# PROBLEM TO SOLVE
Among the records that follow, set down only the lines from the one containing "Enumerate all text" to the one containing "Please mark all", both included, exactly.

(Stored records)
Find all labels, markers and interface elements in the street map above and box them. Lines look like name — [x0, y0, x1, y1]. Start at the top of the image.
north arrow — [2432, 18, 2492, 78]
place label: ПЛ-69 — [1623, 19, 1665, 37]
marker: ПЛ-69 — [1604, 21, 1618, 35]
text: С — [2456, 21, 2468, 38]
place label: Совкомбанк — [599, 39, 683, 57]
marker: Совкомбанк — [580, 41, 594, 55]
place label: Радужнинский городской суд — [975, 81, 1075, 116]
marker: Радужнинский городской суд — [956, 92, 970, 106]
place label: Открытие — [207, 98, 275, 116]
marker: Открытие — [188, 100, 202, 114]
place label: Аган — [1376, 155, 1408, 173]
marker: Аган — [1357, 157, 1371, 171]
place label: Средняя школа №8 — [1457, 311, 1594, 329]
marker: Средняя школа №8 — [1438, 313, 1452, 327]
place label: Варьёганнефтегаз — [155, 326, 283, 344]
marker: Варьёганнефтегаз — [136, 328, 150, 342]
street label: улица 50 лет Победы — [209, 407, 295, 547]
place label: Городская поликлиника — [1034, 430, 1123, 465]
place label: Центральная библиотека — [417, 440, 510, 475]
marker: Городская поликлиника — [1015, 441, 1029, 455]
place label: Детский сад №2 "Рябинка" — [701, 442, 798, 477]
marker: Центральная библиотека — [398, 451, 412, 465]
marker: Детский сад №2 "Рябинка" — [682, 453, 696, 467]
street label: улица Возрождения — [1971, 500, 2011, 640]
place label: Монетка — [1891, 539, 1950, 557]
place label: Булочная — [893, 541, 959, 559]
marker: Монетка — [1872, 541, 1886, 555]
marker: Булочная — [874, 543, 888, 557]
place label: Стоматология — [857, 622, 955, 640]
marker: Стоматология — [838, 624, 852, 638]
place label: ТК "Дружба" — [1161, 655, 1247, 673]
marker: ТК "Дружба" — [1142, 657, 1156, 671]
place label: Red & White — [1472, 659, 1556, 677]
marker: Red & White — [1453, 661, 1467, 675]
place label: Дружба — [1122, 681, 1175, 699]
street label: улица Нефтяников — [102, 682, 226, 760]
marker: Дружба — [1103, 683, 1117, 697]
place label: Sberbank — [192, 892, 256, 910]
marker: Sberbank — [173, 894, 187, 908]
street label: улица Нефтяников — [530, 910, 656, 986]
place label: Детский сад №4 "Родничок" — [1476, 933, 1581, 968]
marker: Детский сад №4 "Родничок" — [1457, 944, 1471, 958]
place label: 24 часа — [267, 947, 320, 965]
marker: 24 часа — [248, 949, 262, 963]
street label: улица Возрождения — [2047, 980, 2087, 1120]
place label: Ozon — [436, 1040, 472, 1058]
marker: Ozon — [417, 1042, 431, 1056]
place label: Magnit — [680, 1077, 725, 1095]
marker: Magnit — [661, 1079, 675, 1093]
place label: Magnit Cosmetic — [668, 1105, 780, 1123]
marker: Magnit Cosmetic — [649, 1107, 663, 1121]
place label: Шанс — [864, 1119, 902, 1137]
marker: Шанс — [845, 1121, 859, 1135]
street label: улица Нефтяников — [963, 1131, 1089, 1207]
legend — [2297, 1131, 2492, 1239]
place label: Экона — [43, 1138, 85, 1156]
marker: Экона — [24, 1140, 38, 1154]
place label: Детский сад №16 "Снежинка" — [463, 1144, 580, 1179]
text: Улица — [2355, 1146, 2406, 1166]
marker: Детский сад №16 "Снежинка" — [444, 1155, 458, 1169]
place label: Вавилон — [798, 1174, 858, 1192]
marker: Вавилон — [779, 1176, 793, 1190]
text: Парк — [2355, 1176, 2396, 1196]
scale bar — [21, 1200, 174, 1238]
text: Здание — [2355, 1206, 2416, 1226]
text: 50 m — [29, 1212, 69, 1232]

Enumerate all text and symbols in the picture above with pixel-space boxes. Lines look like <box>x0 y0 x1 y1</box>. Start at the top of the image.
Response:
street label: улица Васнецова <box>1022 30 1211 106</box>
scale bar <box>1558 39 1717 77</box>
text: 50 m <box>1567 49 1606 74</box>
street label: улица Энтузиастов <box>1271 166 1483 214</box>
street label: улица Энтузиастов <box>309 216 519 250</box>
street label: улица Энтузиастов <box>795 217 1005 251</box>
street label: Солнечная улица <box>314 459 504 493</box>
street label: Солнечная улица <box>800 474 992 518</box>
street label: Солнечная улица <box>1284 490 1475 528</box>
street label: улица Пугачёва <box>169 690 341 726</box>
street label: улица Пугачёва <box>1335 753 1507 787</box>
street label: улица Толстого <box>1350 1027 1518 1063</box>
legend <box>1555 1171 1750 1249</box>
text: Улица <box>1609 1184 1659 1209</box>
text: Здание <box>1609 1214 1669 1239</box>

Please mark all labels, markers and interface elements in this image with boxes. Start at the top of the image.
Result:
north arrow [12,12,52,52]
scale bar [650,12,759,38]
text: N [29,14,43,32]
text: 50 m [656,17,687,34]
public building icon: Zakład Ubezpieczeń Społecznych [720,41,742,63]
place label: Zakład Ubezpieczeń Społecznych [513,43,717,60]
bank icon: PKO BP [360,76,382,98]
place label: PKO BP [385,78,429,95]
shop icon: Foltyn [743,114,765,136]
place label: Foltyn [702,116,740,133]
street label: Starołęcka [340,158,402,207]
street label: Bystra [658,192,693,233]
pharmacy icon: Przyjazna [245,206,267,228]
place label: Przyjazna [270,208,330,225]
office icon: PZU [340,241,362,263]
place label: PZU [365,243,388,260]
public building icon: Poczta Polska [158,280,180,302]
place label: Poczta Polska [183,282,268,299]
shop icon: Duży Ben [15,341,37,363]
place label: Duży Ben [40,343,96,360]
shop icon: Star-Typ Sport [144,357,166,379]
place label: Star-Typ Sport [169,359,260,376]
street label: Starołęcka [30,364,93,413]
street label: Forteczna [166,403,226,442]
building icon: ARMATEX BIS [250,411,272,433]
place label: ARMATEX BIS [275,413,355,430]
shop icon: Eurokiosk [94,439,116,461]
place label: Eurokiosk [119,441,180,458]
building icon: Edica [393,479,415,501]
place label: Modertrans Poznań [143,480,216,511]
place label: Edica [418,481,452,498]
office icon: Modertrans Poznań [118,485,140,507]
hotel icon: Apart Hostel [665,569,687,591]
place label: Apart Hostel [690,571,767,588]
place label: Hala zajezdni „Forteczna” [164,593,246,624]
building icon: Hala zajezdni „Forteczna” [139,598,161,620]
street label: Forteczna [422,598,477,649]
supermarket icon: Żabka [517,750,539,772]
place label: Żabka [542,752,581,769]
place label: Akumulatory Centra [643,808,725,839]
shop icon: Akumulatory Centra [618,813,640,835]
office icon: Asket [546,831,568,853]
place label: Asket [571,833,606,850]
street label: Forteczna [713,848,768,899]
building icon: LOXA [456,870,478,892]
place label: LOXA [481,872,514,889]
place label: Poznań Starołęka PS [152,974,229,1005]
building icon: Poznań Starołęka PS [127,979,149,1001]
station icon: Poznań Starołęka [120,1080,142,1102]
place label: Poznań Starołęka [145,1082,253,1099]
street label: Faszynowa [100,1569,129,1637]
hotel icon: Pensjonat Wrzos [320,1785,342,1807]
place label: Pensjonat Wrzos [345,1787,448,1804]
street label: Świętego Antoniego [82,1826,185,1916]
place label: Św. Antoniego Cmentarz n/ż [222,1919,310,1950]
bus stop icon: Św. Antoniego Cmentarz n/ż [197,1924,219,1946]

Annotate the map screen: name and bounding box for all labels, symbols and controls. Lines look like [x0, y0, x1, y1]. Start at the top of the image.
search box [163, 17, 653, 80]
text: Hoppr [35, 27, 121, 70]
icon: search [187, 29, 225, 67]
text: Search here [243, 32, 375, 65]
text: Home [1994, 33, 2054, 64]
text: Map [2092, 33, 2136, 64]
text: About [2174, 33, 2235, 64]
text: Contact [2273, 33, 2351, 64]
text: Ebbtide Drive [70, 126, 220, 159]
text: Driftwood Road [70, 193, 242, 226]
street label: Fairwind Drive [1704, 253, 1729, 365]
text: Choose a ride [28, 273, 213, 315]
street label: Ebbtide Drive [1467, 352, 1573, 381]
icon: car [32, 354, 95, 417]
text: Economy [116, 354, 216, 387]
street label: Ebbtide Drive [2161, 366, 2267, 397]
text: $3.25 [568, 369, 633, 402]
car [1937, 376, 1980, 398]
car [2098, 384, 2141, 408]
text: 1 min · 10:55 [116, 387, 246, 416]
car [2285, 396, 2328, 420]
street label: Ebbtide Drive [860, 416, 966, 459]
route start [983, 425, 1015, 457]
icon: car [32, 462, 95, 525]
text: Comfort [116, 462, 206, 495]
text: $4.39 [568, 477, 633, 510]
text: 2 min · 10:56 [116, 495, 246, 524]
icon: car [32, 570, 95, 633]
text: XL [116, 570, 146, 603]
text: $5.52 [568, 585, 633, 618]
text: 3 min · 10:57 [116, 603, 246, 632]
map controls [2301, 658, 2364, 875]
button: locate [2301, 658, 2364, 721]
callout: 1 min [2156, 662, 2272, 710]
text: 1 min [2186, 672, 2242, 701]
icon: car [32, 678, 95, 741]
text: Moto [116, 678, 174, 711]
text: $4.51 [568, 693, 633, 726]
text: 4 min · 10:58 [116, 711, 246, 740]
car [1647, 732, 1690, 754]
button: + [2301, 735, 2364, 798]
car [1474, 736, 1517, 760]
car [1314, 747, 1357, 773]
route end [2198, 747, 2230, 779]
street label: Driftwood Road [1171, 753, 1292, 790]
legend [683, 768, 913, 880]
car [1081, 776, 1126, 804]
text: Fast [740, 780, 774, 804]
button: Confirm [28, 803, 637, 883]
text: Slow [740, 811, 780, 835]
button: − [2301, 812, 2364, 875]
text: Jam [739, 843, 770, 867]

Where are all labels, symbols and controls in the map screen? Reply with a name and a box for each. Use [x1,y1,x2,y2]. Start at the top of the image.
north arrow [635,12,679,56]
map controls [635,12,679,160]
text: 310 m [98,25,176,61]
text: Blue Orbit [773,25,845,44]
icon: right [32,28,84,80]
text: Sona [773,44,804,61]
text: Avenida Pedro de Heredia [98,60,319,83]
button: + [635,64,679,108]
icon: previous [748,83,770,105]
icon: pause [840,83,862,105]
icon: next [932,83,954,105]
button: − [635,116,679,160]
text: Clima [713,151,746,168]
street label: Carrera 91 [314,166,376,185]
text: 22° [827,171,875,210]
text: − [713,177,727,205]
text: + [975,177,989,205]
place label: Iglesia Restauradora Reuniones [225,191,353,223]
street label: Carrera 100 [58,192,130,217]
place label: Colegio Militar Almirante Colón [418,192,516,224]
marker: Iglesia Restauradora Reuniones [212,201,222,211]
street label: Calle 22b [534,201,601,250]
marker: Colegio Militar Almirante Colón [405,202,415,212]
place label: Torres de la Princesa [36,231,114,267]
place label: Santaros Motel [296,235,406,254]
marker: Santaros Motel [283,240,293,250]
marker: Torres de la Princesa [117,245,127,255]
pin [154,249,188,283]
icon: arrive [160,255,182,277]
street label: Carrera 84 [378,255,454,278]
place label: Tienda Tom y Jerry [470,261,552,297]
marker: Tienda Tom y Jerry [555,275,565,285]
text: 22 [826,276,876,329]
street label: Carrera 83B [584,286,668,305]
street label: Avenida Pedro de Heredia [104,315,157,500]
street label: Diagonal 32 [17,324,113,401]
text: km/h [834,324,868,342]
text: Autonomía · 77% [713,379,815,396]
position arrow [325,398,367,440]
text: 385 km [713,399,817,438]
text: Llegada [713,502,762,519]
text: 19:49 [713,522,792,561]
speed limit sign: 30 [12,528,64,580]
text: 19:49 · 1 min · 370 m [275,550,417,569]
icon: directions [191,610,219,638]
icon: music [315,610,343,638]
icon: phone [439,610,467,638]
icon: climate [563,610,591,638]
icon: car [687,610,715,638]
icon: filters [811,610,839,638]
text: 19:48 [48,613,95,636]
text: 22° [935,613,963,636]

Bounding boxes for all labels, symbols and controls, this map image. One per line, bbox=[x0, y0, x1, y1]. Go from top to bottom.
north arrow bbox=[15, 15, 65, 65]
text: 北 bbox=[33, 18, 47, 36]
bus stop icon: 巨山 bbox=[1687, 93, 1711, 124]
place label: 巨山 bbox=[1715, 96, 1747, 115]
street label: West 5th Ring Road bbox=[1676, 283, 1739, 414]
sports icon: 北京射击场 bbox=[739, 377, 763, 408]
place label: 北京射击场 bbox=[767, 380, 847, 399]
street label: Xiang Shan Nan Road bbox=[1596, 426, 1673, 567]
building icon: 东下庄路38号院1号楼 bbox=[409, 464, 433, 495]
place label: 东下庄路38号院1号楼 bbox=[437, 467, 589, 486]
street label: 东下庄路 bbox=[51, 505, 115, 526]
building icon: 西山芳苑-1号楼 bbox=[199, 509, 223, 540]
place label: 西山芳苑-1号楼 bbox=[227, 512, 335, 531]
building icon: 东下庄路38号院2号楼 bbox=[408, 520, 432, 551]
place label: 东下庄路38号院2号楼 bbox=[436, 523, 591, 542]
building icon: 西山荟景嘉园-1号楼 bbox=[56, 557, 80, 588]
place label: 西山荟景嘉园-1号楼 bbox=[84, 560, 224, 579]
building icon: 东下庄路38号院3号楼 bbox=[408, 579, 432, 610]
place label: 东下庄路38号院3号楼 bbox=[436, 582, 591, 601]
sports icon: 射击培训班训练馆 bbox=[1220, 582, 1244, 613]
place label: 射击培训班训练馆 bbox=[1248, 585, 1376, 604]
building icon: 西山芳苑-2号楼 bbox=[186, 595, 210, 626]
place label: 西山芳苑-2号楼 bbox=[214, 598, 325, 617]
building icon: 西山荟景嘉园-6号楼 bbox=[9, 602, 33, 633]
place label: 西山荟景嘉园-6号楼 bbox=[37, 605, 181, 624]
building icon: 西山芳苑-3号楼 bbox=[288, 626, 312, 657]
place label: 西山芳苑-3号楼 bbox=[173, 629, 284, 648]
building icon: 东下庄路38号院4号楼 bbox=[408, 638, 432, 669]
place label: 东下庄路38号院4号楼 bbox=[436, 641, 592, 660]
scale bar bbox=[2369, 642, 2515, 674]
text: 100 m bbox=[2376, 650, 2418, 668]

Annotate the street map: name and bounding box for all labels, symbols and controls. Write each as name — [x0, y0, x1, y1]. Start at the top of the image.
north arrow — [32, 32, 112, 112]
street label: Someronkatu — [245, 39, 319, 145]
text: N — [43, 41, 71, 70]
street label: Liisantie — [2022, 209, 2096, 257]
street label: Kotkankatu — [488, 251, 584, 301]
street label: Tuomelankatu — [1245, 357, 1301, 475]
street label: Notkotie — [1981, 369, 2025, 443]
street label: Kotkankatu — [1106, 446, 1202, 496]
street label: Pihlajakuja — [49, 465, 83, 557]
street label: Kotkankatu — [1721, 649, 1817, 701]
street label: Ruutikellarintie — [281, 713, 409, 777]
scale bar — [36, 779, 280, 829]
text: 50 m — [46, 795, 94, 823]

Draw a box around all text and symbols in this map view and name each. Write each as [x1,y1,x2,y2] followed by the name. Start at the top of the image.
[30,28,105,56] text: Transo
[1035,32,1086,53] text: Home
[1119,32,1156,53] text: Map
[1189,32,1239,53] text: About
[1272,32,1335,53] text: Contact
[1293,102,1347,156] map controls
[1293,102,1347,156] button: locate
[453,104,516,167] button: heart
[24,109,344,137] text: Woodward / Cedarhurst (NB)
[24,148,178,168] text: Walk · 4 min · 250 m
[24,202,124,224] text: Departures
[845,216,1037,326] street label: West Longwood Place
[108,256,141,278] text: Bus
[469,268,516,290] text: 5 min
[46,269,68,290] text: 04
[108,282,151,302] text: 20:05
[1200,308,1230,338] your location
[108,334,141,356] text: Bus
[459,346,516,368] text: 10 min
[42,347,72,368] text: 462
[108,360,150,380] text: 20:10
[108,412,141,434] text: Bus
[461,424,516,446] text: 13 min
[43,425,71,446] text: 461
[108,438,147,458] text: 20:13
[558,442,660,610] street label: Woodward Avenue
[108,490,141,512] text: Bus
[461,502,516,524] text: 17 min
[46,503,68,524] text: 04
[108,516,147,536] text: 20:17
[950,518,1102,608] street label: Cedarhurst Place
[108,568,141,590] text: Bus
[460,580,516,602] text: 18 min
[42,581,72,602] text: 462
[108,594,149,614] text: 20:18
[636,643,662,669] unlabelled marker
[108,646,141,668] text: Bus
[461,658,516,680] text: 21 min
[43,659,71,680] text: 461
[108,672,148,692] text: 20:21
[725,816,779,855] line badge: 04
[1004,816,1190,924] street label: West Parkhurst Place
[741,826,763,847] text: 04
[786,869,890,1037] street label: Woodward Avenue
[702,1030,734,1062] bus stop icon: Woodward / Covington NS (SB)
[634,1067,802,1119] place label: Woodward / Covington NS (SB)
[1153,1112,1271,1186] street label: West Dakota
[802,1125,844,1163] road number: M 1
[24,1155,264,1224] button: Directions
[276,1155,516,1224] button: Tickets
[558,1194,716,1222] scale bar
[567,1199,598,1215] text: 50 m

# SOLUTION TO THE PROBLEM
Enumerate all text and symbols in the picture above with pixel-space boxes. Lines look like <box>x0 y0 x1 y1</box>. Start at the top of the image.
Response:
street label: улица Васнецова <box>1022 30 1211 106</box>
scale bar <box>1558 39 1717 77</box>
text: 50 m <box>1567 49 1606 74</box>
street label: улица Энтузиастов <box>1271 166 1483 214</box>
street label: улица Энтузиастов <box>309 216 519 250</box>
street label: улица Энтузиастов <box>795 217 1005 251</box>
street label: Солнечная улица <box>314 459 504 493</box>
street label: Солнечная улица <box>800 474 992 518</box>
street label: Солнечная улица <box>1284 490 1475 528</box>
street label: улица Пугачёва <box>169 690 341 726</box>
street label: улица Пугачёва <box>1335 753 1507 787</box>
street label: улица Толстого <box>1350 1027 1518 1063</box>
legend <box>1555 1171 1750 1249</box>
text: Улица <box>1609 1184 1659 1209</box>
text: Здание <box>1609 1214 1669 1239</box>

Please mark all labels, markers and interface elements in this image with boxes. Start at the top of the image.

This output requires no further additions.